Muggeridge also produced a remarkable amount of personal reflection, scribbling frank and perceptive dissections of his contemporaries into his diaries (for the delectation thereafter of a wide readership), and authoring two volumes of memoirs with the delicious title Chronicles of Wasted Time. Much of Muggeridge's appeal, it must be said, lay in his irreverence. Visiting Tokyo after the Second World War, he attended a public appearance by Emperor Hirohito and described him as a "nervous, shy, stuttering, pathetic figure, formerly god". He began an interview with Salvador Dali not with some pretentious question about modern art but by asking what happened to the painter's famous upwardly-pointed moustaches at night ("they droop", Dali replied). Muggeridge was so contemptuous of the soap-opera conduct of the British royal family in the 1950s that the BBC briefly exiled him from the ether (he was too popular for them to banish him altogether). This was in reaction to the relatively decorous affair between Princess Margaret and the gentlemanly Group Captain Peter Townsend; one shudders to think what Muggeridge would have made of Princess Di and Fergie.

But if he was famously contrarian, it was in the service of a larger cause — the preservation of a society in which "everything should be subject to criticism", authority was always suspect, and conformism was to be avoided. Though brought up as a socialist, and married to the niece of the famous Fabians Sidney and Beatrice Webb, Muggeridge was wary of the socialists' starry-eyed idealism, and fierce in his denunciations of Stalinism. Reporting from Moscow, he was among the first to broadcast exposes of Soviet tyranny, at a time when the Communist experiment was still idealised by the left; and he was equally early to denounce Fascism and Nazism in his journalism from Berlin. Within a decade of World War Two he was scathing about the dangers of liberalism, calling it "the destructive force of the age" because it assumed a willingness on the part of individuals to live amicably "seeking one another's good" — a "fantasy" which "in human terms, cannot be". Hence Muggeridge on the welfare state: "a kind of zoo which provides its inmates with ease and comfort and unfits them for life in their natural habitat."
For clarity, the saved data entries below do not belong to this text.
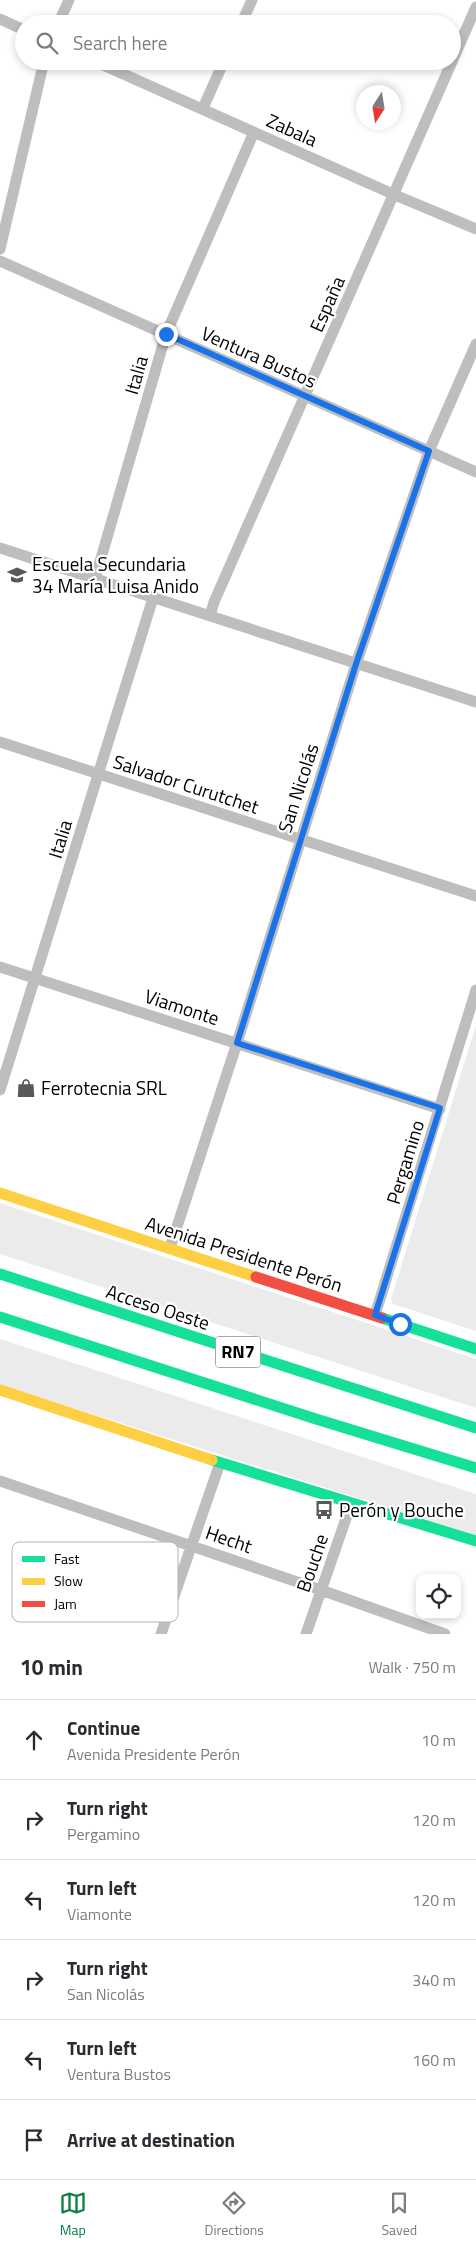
<!DOCTYPE html>
<html lang="en">
<head>
<meta charset="utf-8">
<style>
	body { margin:0; font-family:"Titillium Web",sans-serif; background:#f7f7f7; color:#2b2b33 }
	.controls { position:absolute; right:15px; bottom:15px; display:grid; overflow:hidden; border-radius:10px; box-shadow:0 2px 8px #0003 }
	.controls button { width:45px; height:45px; display:grid; place-items:center; padding:0; border:0; border-bottom:1px solid #e1e1e2; background:#fff; color:#2b2b33; font:25px sans-serif }
	.compass { position:absolute; left:356px; top:85px; width:45px; height:45px; border-radius:50%; background:#fff; box-shadow:0 2px 8px #0003; rotate:192deg }
	.stop { position:absolute; width:15px; height:15px; margin:-11px; border:4px solid #1a73e8; border-radius:50%; background:#fff }
	.stop.end { background:#1a73e8; border-color:#fff; box-shadow:0 1px 5px #0008 }
	.list { margin:0; padding:0; list-style:none }
	h2 { display:flex; justify-content:space-between; align-items:center; height:65px; margin:0; padding:0 20px; font-size:21px }
	h2 small { font-size:16px; font-weight:400; color:#7c7c81 }
	.list li { display:grid; grid-template-columns:32px 1fr auto; gap:15px; align-items:center; box-sizing:border-box; height:80px; padding:0 20px; border-top:1px solid #e1e1e2 }
	.list b { display:block; font-size:19px; white-space:nowrap }
	.list p { margin:0; font-size:16px; white-space:nowrap; color:#7c7c81 }
	.list em { font-size:16px; font-style:normal; color:#7c7c81 }
	.icon { flex:none; width:28px; height:28px; fill:none; stroke:currentColor; stroke-width:2; stroke-linecap:round; stroke-linejoin:round }
	.map { position:relative; flex:none; width:476px; height:1634px; overflow:hidden }
	.search { position:absolute; background:#fff; box-shadow:0 2px 8px #0003; left:15px; right:15px; top:15px; height:55px; display:flex; align-items:center; gap:12px; box-sizing:border-box; padding:0 18px; border-radius:28px; color:#7c7c81; font-size:19px }
	.sheet { height:545px; background:#fff }
	nav { display:flex; justify-content:space-around; align-items:center; box-sizing:border-box; height:70px; border-top:1px solid #e1e1e2; background:#fff; font-size:14px; color:#7c7c81 }
	nav a { display:grid; justify-items:center; gap:2px }
	nav .on { color:#0b8043 }
	.map>svg:first-child { display:block }
	.green { fill:#ebebeb }
	.lines { fill:none; stroke-linecap:round; stroke-linejoin:round }
	.street { stroke:#bebebe; stroke-width:11 }
	.fast { stroke:#16e098; stroke-width:11 }
	.slow { stroke:#ffcf43; stroke-width:11 }
	.jam { stroke:#f24e42; stroke-width:11 }
	.route { stroke:#1a73e8; stroke-width:6 }
	.labels { text-anchor:middle; stroke-width:4.5; stroke-linejoin:round; paint-order:stroke }
	.shield { fill:#fff; stroke:#4c4c4c; stroke-width:1 }
	.shield-label { font-size:18px; font-weight:bold; fill:#000 }
	.street-label { font-size:19px; fill:#000; stroke:#fff }
	.poi-label { font-size:19px; fill:#000; stroke:#fff; text-anchor:start }
	.key { fill:#fff; stroke:#b2b2b2; stroke-width:1 }
	.key-label { font-size:14px; fill:#000 }
</style>
</head>
<body>
<div class="map">
<svg width="476" height="1634" viewBox="0 0 476 1634">
	<rect width="100%" height="100%" fill="#fff"/>
	<!-- green -->
	<path class="green" d="M476 1025V1331L393 1304 391 1299Z
		M0 1203 476 1359V1408L0 1254Z
		M0 1339 476 1494V1535L0 1385Z"/>
	<g class="lines">
		<!-- street -->
		<path class="street" d="M0 19 24 30
			M58 24 69 0
			M241 24 252 0
			M94 61 395 195 476 229
			M203 108 224 61
			M0 249 44 61
			M0 261 476 472
			M0 548 476 702
			M95 579 166 334 254 132
			M210 616 214 602 476 7
			M0 742 476 896
			M0 967 440 1109
			M0 1090 153 598
			M170 1248 237 1043 356 664 429 451 476 344
			M375 1315 476 990
			M0 1481 321 1590 445 1634
			M161 1634 220 1463
			M306 1634 351 1504"/>
		<!-- fast -->
		<path class="fast" d="M0 1274 476 1428
			M0 1317 316 1419 476 1468
			M382 1318 476 1349
			M212 1460 476 1541"/>
		<!-- slow -->
		<path class="slow" d="M0 1193 256 1277
			M0 1390 212 1460"/>
		<!-- jam -->
		<path class="jam" d="M256 1277 382 1318"/>
	</g>
	<g class="lines">
		<!-- route -->
		<path class="route" d="M166 334 429 451 356 664 237 1043 440 1108 375 1315 400 1324"/>
	</g>
	<!-- icons -->
	<defs>
		<g id="school-bare" transform="scale(1.5)"><path d="M0-5L7-2L0 1L-7-2ZM-4 1L0 2.5L4 1V4Q0 6-4 4Z" fill="#595959" stroke="#fff" stroke-width="2.5" paint-order="stroke"/></g>
		<g id="shop-bare" transform="scale(1.5)"><path d="M-5-2.5h2.3a2.7 3.5 0 0 1 5.4 0H5L5.5 6h-11ZM-1.5-2.5h3a1.5 2.3 0 0 0-3 0Z" fill="#595959" stroke="#fff" stroke-width="2.5" paint-order="stroke"/></g>
		<g id="bus-bare" transform="scale(1.5)"><path d="M-5-6H5V4H4V6H2V4H-2V6H-4V4H-5ZM-3.5-4V0h7V-4ZM-3.5 1.2v1.5H-2V1.2ZM2 1.2v1.5H3.5V1.2Z" fill="#595959" stroke="#fff" stroke-width="2.5" paint-order="stroke"/></g>
	</defs>
	<g fill-rule="evenodd">
		<use href="#school-bare" x="17" y="575"/>
		<use href="#shop-bare" x="26" y="1088"/>
		<use href="#bus-bare" x="324" y="1510"/>
	</g>
	<g class="labels">
		<!-- shield labels -->
		<rect class="shield" x="215.5" y="1336.5" width="45" height="31" rx="4"/>
		<g class="shield-label">
			<text x="238" y="1358">RN7</text>
		</g>
		<!-- street labels -->
		<g class="street-label">
			<text transform="translate(292 130) rotate(24)" y="7">Zabala</text>
			<text transform="translate(327 304) rotate(-66)" y="7">España</text>
			<text transform="translate(259 357) rotate(24)" y="7">Ventura Bustos</text>
			<text transform="translate(136 375) rotate(-74)" y="7">Italia</text>
			<text transform="translate(186 784) rotate(18)" y="7">Salvador Curutchet</text>
			<text transform="translate(298 788) rotate(-72)" y="7">San Nicolás</text>
			<text transform="translate(60 839) rotate(-73)" y="7">Italia</text>
			<text transform="translate(182 1007) rotate(18)" y="7">Viamonte</text>
			<text transform="translate(405 1162) rotate(-73)" y="7">Pergamino</text>
			<text transform="translate(244 1254) rotate(18)" y="7">Avenida Presidente Perón</text>
			<text transform="translate(158 1307) rotate(18)" y="7">Acceso Oeste</text>
			<text transform="translate(229 1539) rotate(19)" y="7">Hecht</text>
			<text transform="translate(312 1563) rotate(-71)" y="7">Bouche</text>
		</g>
		<!-- poi labels -->
		<g class="poi-label">
			<text x="32" y="571">Escuela Secundaria<tspan x="32" dy="22">34 María Luisa Anido</tspan></text>
			<text x="41" y="1095">Ferrotecnia SRL</text>
			<text x="339" y="1517">Perón y Bouche</text>
		</g>
	</g>
	<!-- legend -->
	<rect x="12" y="1542" width="166" height="80" rx="8" class="key"/>
	<rect x="22" y="1556" width="23" height="6" fill="#16e098"/>
	<rect x="22" y="1578" width="23" height="7" fill="#ffcf43"/>
	<rect x="22" y="1601" width="23" height="6" fill="#f24e42"/>
	<g class="key-label">
		<text x="54" y="1564">Fast</text>
		<text x="54" y="1586">Slow</text>
		<text x="54" y="1609">Jam</text>
	</g>
</svg>
<div class="controls">
<button><svg class="icon" aria-label="locate" viewBox="0 0 24 24"><circle cx="12" cy="12" r="6"/><path d="M12 2v4M12 18v4M2 12h4M18 12h4"/></svg></button>
</div>
<svg class="compass" viewBox="-18 -18 36 36"><path d="M0-13l5 13h-10z" fill="#e53935"/><path d="M0 13l5-13h-10z" fill="#7c7c81"/></svg>
<div class="stop" style="left:400px;top:1324px"></div>
<div class="stop end" style="left:166px;top:334px"></div>
<div class="search"><svg class="icon" aria-label="search" viewBox="0 0 24 24"><circle cx="10" cy="10" r="6"/><path d="M15 15l6 6"/></svg>Search here</div>
</div>
<section class="sheet">
<h2>10 min<small>Walk · 750 m</small></h2>
<ul class="list">
<li><svg class="icon" aria-label="ahead" viewBox="0 0 24 24"><path d="M12 20V5M6 11l6-6 6 6"/></svg><div><b>Continue</b><p>Avenida Presidente Perón</p></div><em>10 m</em></li>
<li><svg class="icon" aria-label="right" viewBox="0 0 24 24"><path d="M7 20v-9h11M14 6l5 5-5 5"/></svg><div><b>Turn right</b><p>Pergamino</p></div><em>120 m</em></li>
<li><svg class="icon" aria-label="left" viewBox="0 0 24 24"><path d="M17 20v-9H6M10 6l-5 5 5 5"/></svg><div><b>Turn left</b><p>Viamonte</p></div><em>120 m</em></li>
<li><svg class="icon" aria-label="right" viewBox="0 0 24 24"><path d="M7 20v-9h11M14 6l5 5-5 5"/></svg><div><b>Turn right</b><p>San Nicolás</p></div><em>340 m</em></li>
<li><svg class="icon" aria-label="left" viewBox="0 0 24 24"><path d="M17 20v-9H6M10 6l-5 5 5 5"/></svg><div><b>Turn left</b><p>Ventura Bustos</p></div><em>160 m</em></li>
<li><svg class="icon" aria-label="arrive" viewBox="0 0 24 24"><path d="M6 21V4h12l-3 4 3 4H6"/></svg><div><b>Arrive at destination</b></div></li>
</ul>
</section>
<nav>
<a class="on"><svg class="icon" aria-label="map" viewBox="0 0 24 24"><path d="M3 6l6-2 6 2 6-2v14l-6 2-6-2-6 2zM9 4v14M15 6v14"/></svg>Map</a>
<a><svg class="icon" aria-label="directions" viewBox="0 0 24 24"><path d="M12 3l9 9-9 9-9-9zM9 14v-3h6M13 9l2 2-2 2"/></svg>Directions</a>
<a><svg class="icon" aria-label="saved" viewBox="0 0 24 24"><path d="M7 4h10v16l-5-4-5 4z"/></svg>Saved</a>
</nav>
</body>
</html>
It is clearly a long way from such robustly individualist views to the softly glowing halo Muggeridge placed on Mother Teresa. A chain-smoking, hard-drinking philanderer who was notorious for his advances at every passing woman (and whose own wife matched him in the frequency and variety of her adulteries), Muggeridge seems an unlikely convert to religious faith, let alone one as rigorous and doctrinaire as Catholicism. "His enemies, and even his friends", according to the critic Roger Kimball, "saw in him the aging reprobate who, stymied by flagging appetite, rails against the sins of his youth and cravenly turns to religion". Many would prefer to remember the Muggeridge who, when told on TV by the preacher Billy Graham that only God could answer one of his questions, responded tartly: "And we haven't got Him in the studio — or", he added, rolling his eyes to the ceiling, "have we?"

Malcolm Muggeridge is largely forgotten today, but his life is not his only legacy. "From earliest childhood," Muggeridge once recalled, "it always seemed to me that the only thing worth doing in life was to write."

What words will endure no writer can know, but for those of us who have to struggle to find the time to write, that motto remains an inspiration.

Shashi Tharoor is the United Nations Under Secretary General for Communications and Public Information.